Sabah uyandığımda saat altıydı. Erken uyandığım iyi oldu çünkü neler olduğunu öğrenebilmek için bir yerlere gitmem gerekir, belki şehir dışına bile. Annemlere ne oldu, neredeler, neden benim dışımda hiçbir insan yok? Hem çok endişeliyim, hem çok üzgün, hem de çok yalnız! Birkaç tane daha markete girdim. Marketin birinde özellikle 2 saat kaldım. Girdiğim her yerde ışıklar hep açıktı ama o markette ışıklardan biri kapalıydı. İlk başta bozuk olduğunu zannettim ama önüme gelen ilk elektrik anahtarına dokununca ışık yandı. Yani özellikle o ışık kapatılmıştı. İki saat durmama rağmen gene ne birini görebildim ne de birinin sesini duydum. Artık evime de dönebileceğimi sanmıyordum, nerede olduğumu bile bilmiyorum?

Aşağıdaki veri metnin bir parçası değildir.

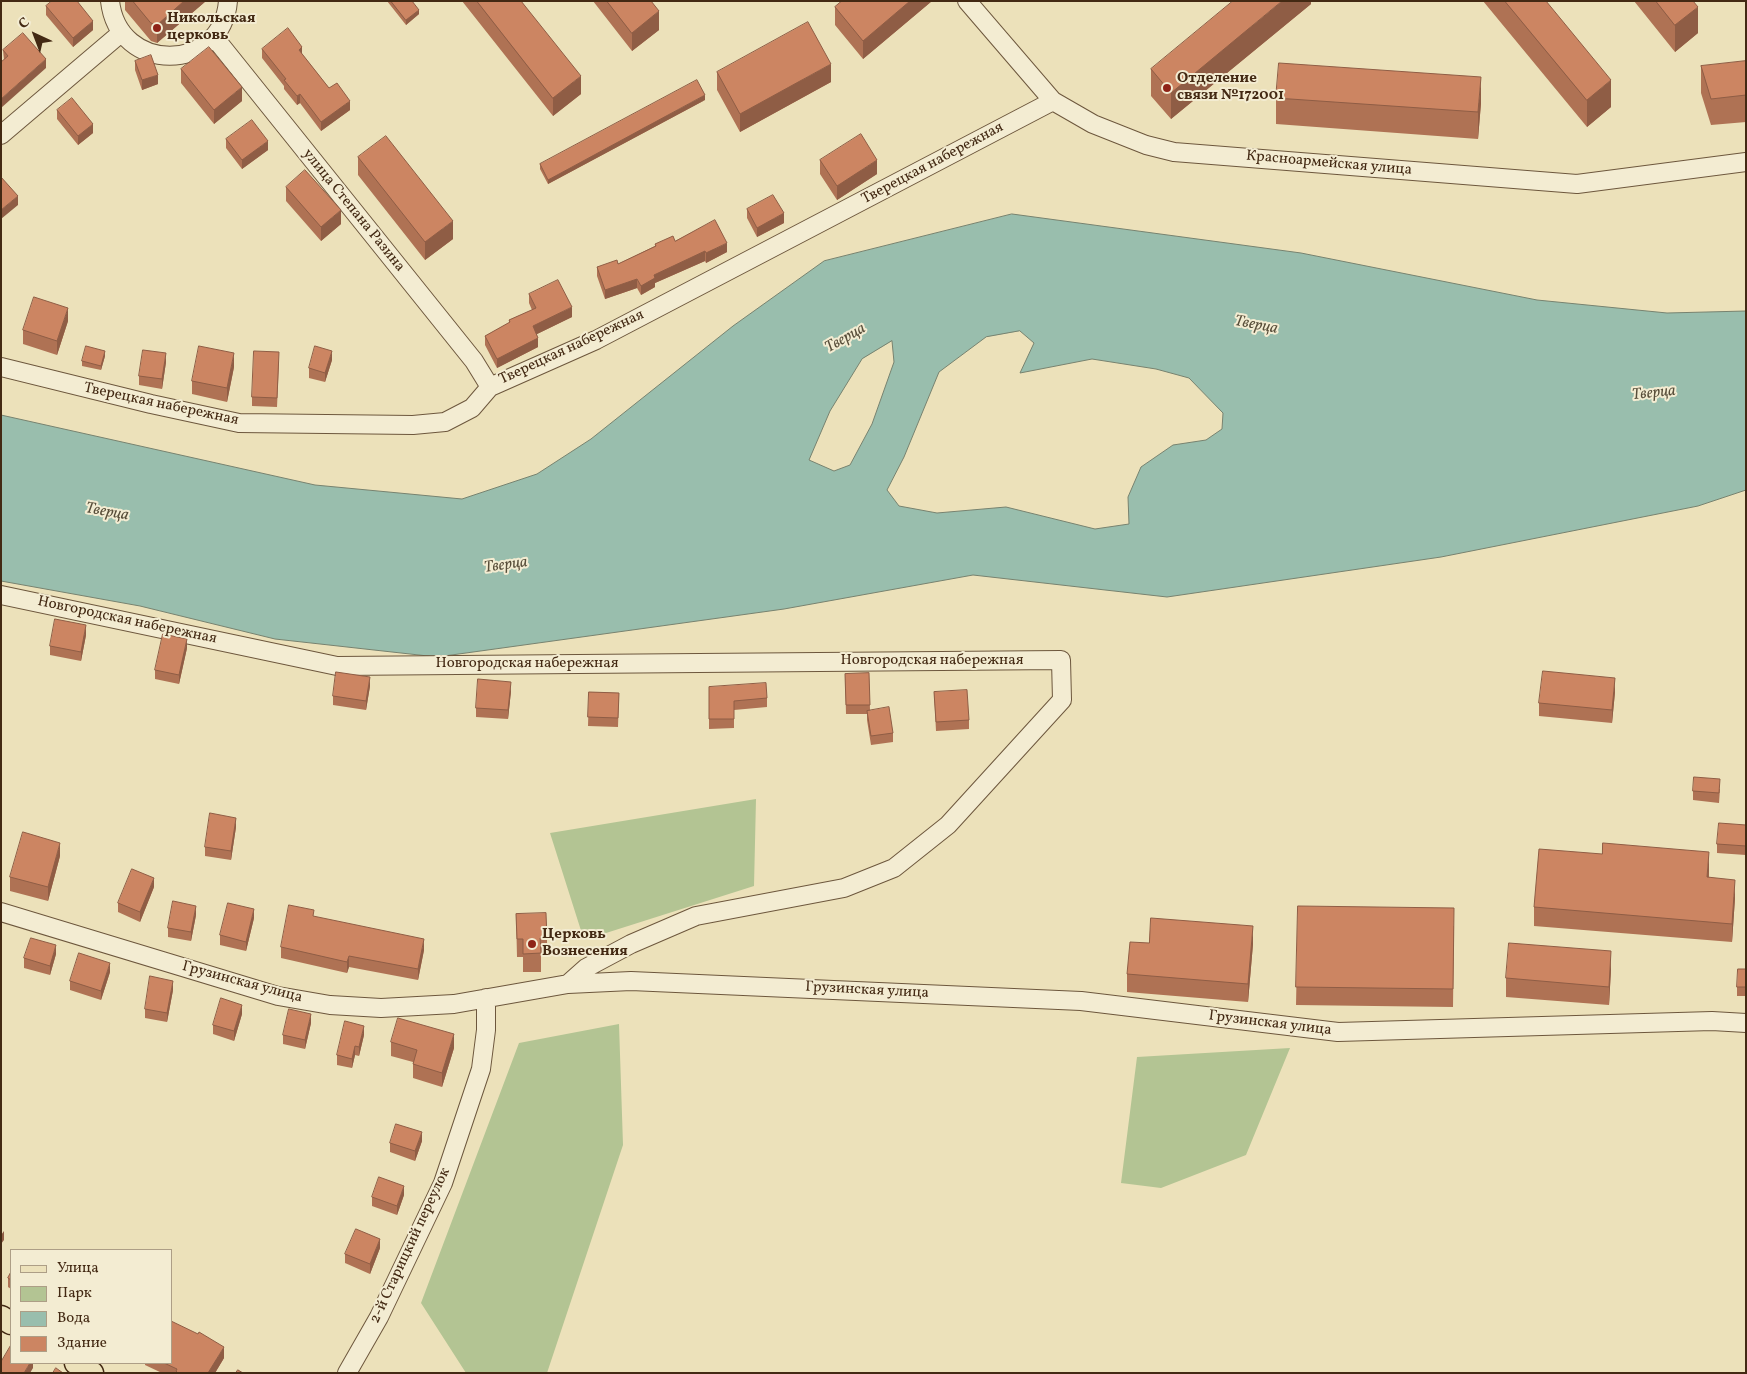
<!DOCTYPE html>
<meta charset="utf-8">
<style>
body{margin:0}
#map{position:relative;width:1747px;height:1374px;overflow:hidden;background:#ece1ba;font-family:Vollkorn,serif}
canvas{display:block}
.frame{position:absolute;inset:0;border:2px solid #432913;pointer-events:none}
.legend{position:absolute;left:10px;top:1249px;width:162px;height:115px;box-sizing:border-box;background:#f3ecd2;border:1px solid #ad9e86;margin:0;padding:6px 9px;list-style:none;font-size:15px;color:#432913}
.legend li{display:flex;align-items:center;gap:10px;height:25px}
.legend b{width:25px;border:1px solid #ad9e86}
.north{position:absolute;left:10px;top:10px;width:50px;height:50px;-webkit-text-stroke:4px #f3ecd2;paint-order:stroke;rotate:317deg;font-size:14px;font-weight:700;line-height:20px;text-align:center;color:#432913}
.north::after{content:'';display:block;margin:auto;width:18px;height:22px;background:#432913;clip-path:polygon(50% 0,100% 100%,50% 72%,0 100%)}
</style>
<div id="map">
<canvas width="1747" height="1374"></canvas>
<div class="frame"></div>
<ul class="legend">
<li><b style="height:6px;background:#ece1ba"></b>Улица</li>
<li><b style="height:14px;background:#b3c493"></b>Парк</li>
<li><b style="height:14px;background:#99bead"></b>Вода</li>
<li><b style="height:14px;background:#cc8562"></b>Здание</li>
</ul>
<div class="north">С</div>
</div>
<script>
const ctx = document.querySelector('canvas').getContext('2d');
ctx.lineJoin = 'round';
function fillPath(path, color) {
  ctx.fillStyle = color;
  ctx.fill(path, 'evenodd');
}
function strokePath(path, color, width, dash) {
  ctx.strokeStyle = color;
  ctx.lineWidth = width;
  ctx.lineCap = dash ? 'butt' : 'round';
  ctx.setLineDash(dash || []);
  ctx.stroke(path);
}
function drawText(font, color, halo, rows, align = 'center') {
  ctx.font = font + ' Vollkorn,serif';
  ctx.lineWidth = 4;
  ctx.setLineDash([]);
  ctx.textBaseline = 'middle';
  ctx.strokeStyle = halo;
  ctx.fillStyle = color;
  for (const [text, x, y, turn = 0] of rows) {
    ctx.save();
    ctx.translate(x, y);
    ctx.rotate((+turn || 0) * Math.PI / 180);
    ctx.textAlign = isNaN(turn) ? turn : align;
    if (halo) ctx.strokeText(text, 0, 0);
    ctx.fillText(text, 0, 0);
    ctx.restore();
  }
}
fillPath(new Path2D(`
 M756,799L754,886L584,940L550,833Z
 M619,1024L623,1145L547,1373H466L421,1303L519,1043Z
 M1290,1048L1246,1155L1161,1188L1121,1183L1137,1057Z`), '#b3c493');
const water = new Path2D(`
 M1012,214L1301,253L1537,300L1667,313L1746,311V490L1698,506L1441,557L1167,597L973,575L784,609L437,657L275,639L140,606L1,581V415L315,485L462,499L537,474L591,439L733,326L824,261ZM1020,331L1034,343L1020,373L1092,359L1156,369L1189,378L1223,413L1222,429L1206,440L1173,445L1141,467L1128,497L1129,524L1095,529L1006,507L937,513L899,506L887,490L904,457L939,372L986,337ZM892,341L894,362L872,424L850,465L834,471L809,460L830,411L862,359Z`);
fillPath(water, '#99bead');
strokePath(water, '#77826f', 1);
const minor = new Path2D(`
 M110,1C118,74 222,74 228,1
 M967,1L1053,101L1093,124L1146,145L1174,152L1577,184L1746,162
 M214,37L474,361L490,387
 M1,135L121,33
 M1,367L151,404L239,423L413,425L445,422L472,408L490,387L596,340L1053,101
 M1,595L337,666L1061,660L1062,700L948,825L894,868L844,888L696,916L631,944L586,968L568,984
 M1,912L278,996L330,1005L381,1008L454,1004L568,984L631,981L1081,1001L1338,1032L1712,1021L1746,1023
 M347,1373L379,1317L443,1183L481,1069L486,1030V998`);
const major = new Path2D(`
 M1,1317L11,1323
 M76,1363L92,1373`);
strokePath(minor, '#6d573d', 20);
strokePath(major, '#432913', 25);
strokePath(minor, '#f3ecd2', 18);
strokePath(major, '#ece1ba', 22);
fillPath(new Path2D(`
 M125,1H206L157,43L151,41L125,10Z
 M387,1H412L419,14L406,25Z
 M462,1H521L581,94L553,116Z
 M593,1H651L659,30L632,51Z
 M842,1H932L863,59L835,25V7Z
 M1311,1V4L1171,119L1151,96V69Z
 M1483,1H1546L1611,107L1587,127Z
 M1634,1H1693L1698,33L1675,52Z
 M46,6L93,30L73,47L46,15Z
 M262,49L302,54L329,88L350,110L321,131L300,103L297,105L284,89V86L262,58Z
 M3,50L46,68L4,60Z
 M135,61L158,84L142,90L135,70Z
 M1746,61V122L1711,125L1701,93V66Z
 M181,69L242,101L214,124L181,83Z
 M717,72L831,82L740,132L717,90Z
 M1276,98L1481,103L1478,139L1276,124Z
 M705,100L548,184L540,169V164Z
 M57,110L93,133L78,145L57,119Z
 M226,139L268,150L242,169L226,148Z
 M358,157L453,239L425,260L358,175Z
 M820,160L877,174L837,200L820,174Z
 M286,187L341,224L321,241L286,201Z
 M747,209L784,223L757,237L747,218Z
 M675,241L727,252L706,263L705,261L655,283V287L641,295L637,288L605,299L597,276V267L618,264L655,246V244Z
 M529,294L572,317L537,334L538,347L497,368L485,345V336L509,323V320L532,310L529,303Z
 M68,321L57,355L23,344V330Z
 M105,356L101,370L82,366V361Z
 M332,360L325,382L309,378V368Z
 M279,361L277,407L252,406V397Z
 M166,362L162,389L139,385V376Z
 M234,367L227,402L192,394V381Z
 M86,635L81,661L50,655V646Z
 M187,648L179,684L155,679V670Z
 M869,673L870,710L893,733V742L871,745L867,720V714H846L845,674Z
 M370,686L366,710L333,705V696Z
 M709,687L767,698V707L734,710V728L709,729Z
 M511,691L508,719L476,717V708Z
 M589,692L619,693L618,727L588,726Z
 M934,692L969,720V729L936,731Z
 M1615,692L1612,723L1539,716V703Z
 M1720,789L1719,803L1693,800V791Z
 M1746,825V855L1717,853V844Z
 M236,827L231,860L205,856V847Z
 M60,856L48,901L10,891V877Z
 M1709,870V877L1735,898L1732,942L1534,926V907Z
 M154,887L140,922L118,912V903Z
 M1298,906L1454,926L1453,1007L1296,1005Z
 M516,914L547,938V956H541V972H523V957H517Z
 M196,915L191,941L168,937V928Z
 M314,917L424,950L418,980L349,967L347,973L281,958V947Z
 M254,918L246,951L220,945V935Z
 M1149,943L1253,944L1248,1002L1127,992V974Z
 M56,954L50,975L24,968V958Z
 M1611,969L1609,1005L1506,997V978Z
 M1746,969V996H1737V987Z
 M110,972L101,1000L70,990V981Z
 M173,990L167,1022L145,1018V1009Z
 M242,1014L234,1041L213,1034V1025Z
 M311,1023L305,1049L283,1044V1035Z
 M364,1035L359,1056L355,1055L352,1068L337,1065V1055Z
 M391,1042L454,1048L442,1087L413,1078V1062L391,1056Z
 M422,1141L415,1161L390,1152V1143Z
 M404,1195L397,1215L372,1206V1197Z
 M380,1248L370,1274L345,1263V1254Z
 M11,1272V1289L8,1287V1278Z
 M224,1358L215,1373H162L145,1365V1363H171Z`), '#af7254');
fillPath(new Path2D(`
 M184,1H206L157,43V25Z
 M910,1H932L863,59V41Z
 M1282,1H1311V4L1171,119V93Z
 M1698,7V33L1675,52V25Z
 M419,10V14L406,25V20Z
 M659,11V30L632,51V33Z
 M93,21V30L73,47V38Z
 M302,47V56L299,50Z
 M46,59V68L1,108V99Z
 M831,64V82L740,132V114Z
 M158,75V84L142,90V80Z
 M581,76V94L553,116V98Z
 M1481,77V103L1478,139V112Z
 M1611,80V107L1587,127V100Z
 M242,87V101L214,124V110Z
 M300,94V103L297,105V96Z
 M705,95V100L548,184V180Z
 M350,101V110L321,131V122Z
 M93,124V133L78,145V136Z
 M268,141V150L242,169V160Z
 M877,160V174L837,200V186Z
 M18,196V205L1,219V210Z
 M341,210V224L321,241V227Z
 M784,213V223L757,237V228Z
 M453,221V239L425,260V242Z
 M727,243V252L706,263V253Z
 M705,251V261L655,283V287L641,295V286L654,275Z
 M637,279V288L605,299V290Z
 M572,307V317L533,336V326Z
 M68,308V321L57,355V341Z
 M538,338V347L497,368V359Z
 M105,351V356L101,370V366Z
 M332,351V360L325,382V373Z
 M166,353V362L162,389V379Z
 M234,353V367L227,402V388Z
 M86,625V635L81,661V652Z
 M187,639V648L179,684V675Z
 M370,677V686L366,710V701Z
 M1615,678V692L1612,723V710Z
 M511,682V691L508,719V710Z
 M236,818V827L231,860V851Z
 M60,843V856L48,901V887Z
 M1709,852V870L1707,895V877Z
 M154,878V887L140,922V912Z
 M1735,880V898L1732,942V924Z
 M196,906V915L191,941V932Z
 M254,909V918L246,951V942Z
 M1253,926V944L1248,1002V984Z
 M424,939V950L418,980V969Z
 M56,945V954L50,975V966Z
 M1611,951V969L1609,1005V987Z
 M349,956V967L347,973V962Z
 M110,963V972L101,1000V991Z
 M173,981V990L167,1022V1013Z
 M242,1005V1014L234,1041V1031Z
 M311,1014V1023L305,1049V1040Z
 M364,1026V1035L359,1056V1047Z
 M454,1034V1048L442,1087V1073Z
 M355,1046V1055L352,1068V1059Z
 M422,1132V1141L415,1161V1151Z
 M404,1186V1195L397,1215V1206Z
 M4,1231V1240L1,1244V1235Z
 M380,1239V1248L370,1274V1264Z
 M224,1347V1358L215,1373H208Z
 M30,1363H33V1368L30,1373H24Z`), '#8f5d45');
const building = new Path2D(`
 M52,1H77L93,21L73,38L46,6Z
 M133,1H184L157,25L151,23Z
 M391,1H412L419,10L406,20Z
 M477,1H521L581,76L553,98Z
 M607,1H651L659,11L632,33Z
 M842,1H910L863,41L835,7Z
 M1233,1H1282L1171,93L1151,69Z
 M1505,1H1546L1611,80L1587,100Z
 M1656,1H1693L1698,7L1675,25Z
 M808,22L831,64L740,114L717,72Z
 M288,28L302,47L299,50L329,88L337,83L350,101L321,122L300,94L297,96L284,80L286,79L262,49Z
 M23,33L46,59L1,99V62L8,56L3,50Z
 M209,47L242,87L214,110L181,69Z
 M151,55L158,75L142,80L135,61Z
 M1746,61V95L1711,99L1701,66Z
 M1279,63L1481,77L1478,112L1276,98Z
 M697,80L705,95L548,180L540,164Z
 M72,98L93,124L78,136L57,110Z
 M252,120L268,141L242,160L226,139Z
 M861,134L877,160L837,186L820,160Z
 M386,136L453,221L425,242L358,157Z
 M305,170L341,210L321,227L286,187Z
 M1,177L18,196L1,210Z
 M773,195L784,213L757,228L747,209Z
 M715,220L727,243L706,253L705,251L654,275L655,278L641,286L637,279L605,290L597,267L617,260L618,264L656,246L655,244L673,236L675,241Z
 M558,280L572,307L533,326L538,338L497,359L485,336L510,322L509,320L536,308L529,294Z
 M34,297L68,308L57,341L23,330Z
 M86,346L105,351L101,366L82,361Z
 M199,346L234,353L227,388L192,381Z
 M315,346L332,351L325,373L309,368Z
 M143,350L166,353L162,379L139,376Z
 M254,351L279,352L277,398L252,397Z
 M55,619L86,625L81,652L50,646Z
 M163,634L187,639L179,675L155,670Z
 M1543,671L1615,678L1612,710L1539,703Z
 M336,672L370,677L366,701L333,696Z
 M869,673L870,705H846L845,674Z
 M478,679L511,682L508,710L476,708Z
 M766,683L767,698L734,701V719H709V687Z
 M967,690L969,720L936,722L934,692Z
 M589,692L619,693L618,718L588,717Z
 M889,707L893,733L871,736L867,711Z
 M1694,777L1720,779L1719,793L1693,791Z
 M210,813L236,818L231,851L205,847Z
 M1719,823L1746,825V846L1717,844Z
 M23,832L60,843L48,887L10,877Z
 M1603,843L1709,852L1707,877L1735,880L1732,924L1534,907L1539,849L1602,854Z
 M132,869L154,878L140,912L118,903Z
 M173,901L196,906L191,932L168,928Z
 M228,903L254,909L246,942L220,935Z
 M289,905L314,910L313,916L424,939L418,969L349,956L347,962L281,947Z
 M1298,906L1454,908L1453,989L1296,987Z
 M546,913L547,938H540L541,953L523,954V939H517L516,914Z
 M1151,918L1253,926L1248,984L1127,974L1130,942L1149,943Z
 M31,938L56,945L50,966L24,958Z
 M1509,943L1611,951L1609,987L1506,978Z
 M79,953L110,963L101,991L70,981Z
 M1738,969H1746V987H1737Z
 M150,976L173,981L167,1013L145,1009Z
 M221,998L242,1005L234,1031L213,1025Z
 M289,1009L311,1014L305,1040L283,1035Z
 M398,1018L454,1034L442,1073L413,1064L417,1050L391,1042Z
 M345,1021L364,1026L359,1047L355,1046L352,1059L337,1055Z
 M396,1124L422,1132L415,1151L390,1143Z
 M379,1177L404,1186L397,1206L372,1197Z
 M356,1229L380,1239L370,1264L345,1254Z
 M11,1272V1280L8,1278Z
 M171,1321L198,1334L199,1332L224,1347L208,1373H178L176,1371L177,1369L164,1363H171Z
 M11,1345V1363H30L24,1373H1V1362Z
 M56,1368L63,1373H53Z
 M238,1370L243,1373H236Z`);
fillPath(building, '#cc8562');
strokePath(building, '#8f5d45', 1);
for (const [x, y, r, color] of [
 [157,28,5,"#8f2418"],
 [1167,88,5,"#8f2418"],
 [532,944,5,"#8f2418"]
]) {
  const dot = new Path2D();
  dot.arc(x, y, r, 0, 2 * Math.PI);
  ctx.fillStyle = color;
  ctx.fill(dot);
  strokePath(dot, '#f3ecd2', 2);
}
drawText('bold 15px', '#432913', '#f3ecd2', [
 ["Никольская",167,19],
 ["церковь",167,36],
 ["Отделение",1177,79],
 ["связи №172001",1177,96],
 ["Церковь",542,935],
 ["Вознесения",542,952]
], 'left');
drawText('15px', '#432913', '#f3ecd2', [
 ["Тверецкая набережная",933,164,-28],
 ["Красноармейская улица",1329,164,5],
 ["улица Степана Разина",353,211,51],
 ["Тверецкая набережная",572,348,-25],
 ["Тверецкая набережная",161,405,12],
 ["Новгородская набережная",127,621,12],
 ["Новгородская набережная",932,661],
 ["Новгородская набережная",527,664],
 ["Грузинская улица",242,983,15],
 ["Грузинская улица",867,991,3],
 ["Грузинская улица",1270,1024,7],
 ["2-й Старицкий переулок",411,1246,-65]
]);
drawText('italic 16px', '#584e3a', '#f3ecd2', [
 ["Тверца",1256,326,11],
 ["Тверца",846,339,-30],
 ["Тверца",1654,394,-6],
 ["Тверца",107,513,10],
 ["Тверца",506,566,-8]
]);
</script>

Bir alışveriş merkezine girdim. Bütün ışıklar kapalıydı. Biraz gerildim. Sonra biraz gezdim. Işıkları açabileceğim elektrik anahtarını bulmaya çalışmadım. Bilerek mi yanmıyordu ışıklar bilmiyorum. Bir ses, sanki bir ses duydum. Bundan eminim evet, bir ses duydum. Sonra iyice emin oldum, bu ses sanki küçük bir kızın sesiydi. “’Kimse yok mu? Biri yardım etsin lütfen.’’ diye bağırıyordu. Bütün dünya sessizliğe büründü. Bu yardım çığlığını bir tek ben mi duyuyorum? Ben de avazım çıktığı kadar bağırdım. “Neredesin?’’, ama beni duymuyor gibi, hala aynı şeyleri söylemeye devam ediyordu. Alışveriş merkezinin içinde bir o tarafa bir bu tarafa koşuyordum. Bir süre sonra kızın sesi kesildi sanki, duyamıyordum, ama hala maratonda gibi koşuyordum. Sonra, ağlamaklı “Yardım edin. Lütfen.’’ Şeklinde sesini duydum. Kaç kez, neredesin, neredesin diye bağırdım, hatırlamıyorum. Ben de artık bitap düştüm, ellerimle kulaklarımı kapattım, yere çöktüm ve bağırmaya başladım. Aileme ne oldu, neden herkes bir anda ortadan kayboldu, ben neredeyim? Sürekli sesim çıktığı kadar çığlık çığlığa bağırıyordum. En sonunda ağlamaya başladım. Bir süre sonra kendime geldim, artık kızın sesi duyulmuyordu. Bekledim, hala hiçbir ses yok. Hiçbir sessizlik bu kadar gürültülü olmamıştı benim için. Ve hiçbir yalnızlık beni bu kadar korkutmamıştı. Galiba bu koskoca dünyada artık tamamen yapayalnızdım ve sessizliğe mahkum edilmiştim.